I recall one dinner party in which I was so stressed, I spent just 20 minutes in the room with my guests. Victoria Hislop (who is the best cook of anyone, anywhere, I have ever eaten, by the way) told me that she had come to see me and would have been happy with pizza. Was that the day I decided that seeing people was of more value than spending five hours making Delia Smith’s Black Bean Soup (trust me; you really don’t want to go there. It’s five hours you’ll never get back)?
The clearing up was always more stressful than the cooking. So many serving dishes, three lots of crockery, different wine glasses for different courses – I really used to go for it. But then you had to clear the table, get everything washed and dried (I didn’t have a dishwasher until I was 37), and put it away.
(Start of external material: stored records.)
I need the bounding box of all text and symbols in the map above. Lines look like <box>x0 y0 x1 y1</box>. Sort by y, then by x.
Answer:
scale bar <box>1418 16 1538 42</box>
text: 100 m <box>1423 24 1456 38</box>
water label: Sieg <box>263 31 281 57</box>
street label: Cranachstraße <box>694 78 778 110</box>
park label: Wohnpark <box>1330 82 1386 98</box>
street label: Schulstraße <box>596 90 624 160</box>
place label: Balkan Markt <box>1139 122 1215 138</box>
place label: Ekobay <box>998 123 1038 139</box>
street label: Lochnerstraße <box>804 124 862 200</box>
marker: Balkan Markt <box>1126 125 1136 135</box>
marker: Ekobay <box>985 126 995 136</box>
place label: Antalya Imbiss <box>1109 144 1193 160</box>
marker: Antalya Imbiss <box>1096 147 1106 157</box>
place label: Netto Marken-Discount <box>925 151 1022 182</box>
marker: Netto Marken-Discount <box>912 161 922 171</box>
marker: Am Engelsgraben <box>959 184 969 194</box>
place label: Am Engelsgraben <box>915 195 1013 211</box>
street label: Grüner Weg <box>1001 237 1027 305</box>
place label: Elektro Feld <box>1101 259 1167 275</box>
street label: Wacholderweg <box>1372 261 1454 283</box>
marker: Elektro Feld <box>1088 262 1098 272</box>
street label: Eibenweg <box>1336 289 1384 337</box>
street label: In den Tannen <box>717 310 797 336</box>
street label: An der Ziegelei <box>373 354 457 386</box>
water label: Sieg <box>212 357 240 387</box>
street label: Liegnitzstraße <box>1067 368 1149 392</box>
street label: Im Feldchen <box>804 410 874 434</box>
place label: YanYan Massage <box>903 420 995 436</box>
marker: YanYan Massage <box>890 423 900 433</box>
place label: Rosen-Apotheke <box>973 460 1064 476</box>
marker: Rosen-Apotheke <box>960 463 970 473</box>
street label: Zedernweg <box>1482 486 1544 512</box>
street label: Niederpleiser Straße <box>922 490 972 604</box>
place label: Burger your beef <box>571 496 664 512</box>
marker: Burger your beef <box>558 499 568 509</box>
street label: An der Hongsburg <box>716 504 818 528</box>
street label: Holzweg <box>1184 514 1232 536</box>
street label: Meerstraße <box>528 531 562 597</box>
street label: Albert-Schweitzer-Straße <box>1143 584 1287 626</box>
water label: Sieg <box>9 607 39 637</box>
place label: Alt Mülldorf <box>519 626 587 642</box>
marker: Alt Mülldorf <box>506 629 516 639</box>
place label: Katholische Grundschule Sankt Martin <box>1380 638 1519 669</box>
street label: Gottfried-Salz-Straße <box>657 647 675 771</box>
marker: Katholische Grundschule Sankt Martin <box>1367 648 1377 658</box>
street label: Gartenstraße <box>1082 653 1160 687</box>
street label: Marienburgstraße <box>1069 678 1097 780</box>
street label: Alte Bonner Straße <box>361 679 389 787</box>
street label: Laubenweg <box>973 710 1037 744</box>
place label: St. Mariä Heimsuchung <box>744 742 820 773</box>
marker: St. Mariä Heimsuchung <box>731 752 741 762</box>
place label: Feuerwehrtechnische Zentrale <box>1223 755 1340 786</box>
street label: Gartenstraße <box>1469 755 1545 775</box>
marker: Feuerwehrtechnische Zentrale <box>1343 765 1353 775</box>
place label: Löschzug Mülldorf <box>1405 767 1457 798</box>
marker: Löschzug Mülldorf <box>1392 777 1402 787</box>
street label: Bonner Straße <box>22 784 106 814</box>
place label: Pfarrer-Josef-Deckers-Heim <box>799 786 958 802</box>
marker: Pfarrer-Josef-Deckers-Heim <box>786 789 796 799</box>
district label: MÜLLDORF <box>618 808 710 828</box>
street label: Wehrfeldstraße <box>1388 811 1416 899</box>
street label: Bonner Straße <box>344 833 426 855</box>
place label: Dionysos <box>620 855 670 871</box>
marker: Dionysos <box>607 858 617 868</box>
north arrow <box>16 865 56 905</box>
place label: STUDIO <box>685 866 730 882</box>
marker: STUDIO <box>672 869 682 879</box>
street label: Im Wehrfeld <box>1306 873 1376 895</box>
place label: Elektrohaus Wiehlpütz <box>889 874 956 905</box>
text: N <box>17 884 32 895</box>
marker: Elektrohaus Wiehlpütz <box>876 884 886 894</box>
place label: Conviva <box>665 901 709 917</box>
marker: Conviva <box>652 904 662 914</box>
I then started to entertain differently: huge pots of chilli, beef Bourguignon, chicken curry, and let everyone serve themselves and take it to the table. Then I dispensed with the table – why not just have the food on their laps? And why china plates that needed washing? There were plenty of solid plastic plates that would do the job just as well.
And at this point, I started to entertain more. I cooked for 60 people for my 50th birthday (twice – once in Cardiff, once in Paris (pictured) – very casual, loads of food, help yourselves and sit wherever you can find a space. The one thing I balk at though, is plastic cups. I will never serve my guests wine in anything other than decent glasses. Riedel. Well, Riedel for me and my friends who understand wine; Amazon bargain basement for everyone else.
I thought during Covid we might have seen a return to the traditional dinner party, albeit with only the people in whose bubble you were allowed to be, but was none of it. Even when the weather turned cold and outdoor dining was the only option, people preferred to don gloves and scarves and watch their hands sticking like Super Glue to a cold champagne glass rather than eat at home.
My mum, who died in 2019, continued to host dinners until very late in life (she was a great cook and passed on the skill to both my brother and me), until she was no longer able; not being able to cook, reliant on box meals from the carers, was one of her greatest sorrows as she grew old and infirm.
So, as I mourn the passing of the dinner party, I’m thinking fondly back to the day when everyone came back to our house for Italian food. It was lasagne; that much I remember. And Mateus Rosé, of course.
Now, where did I put those candles? I feel a project coming on.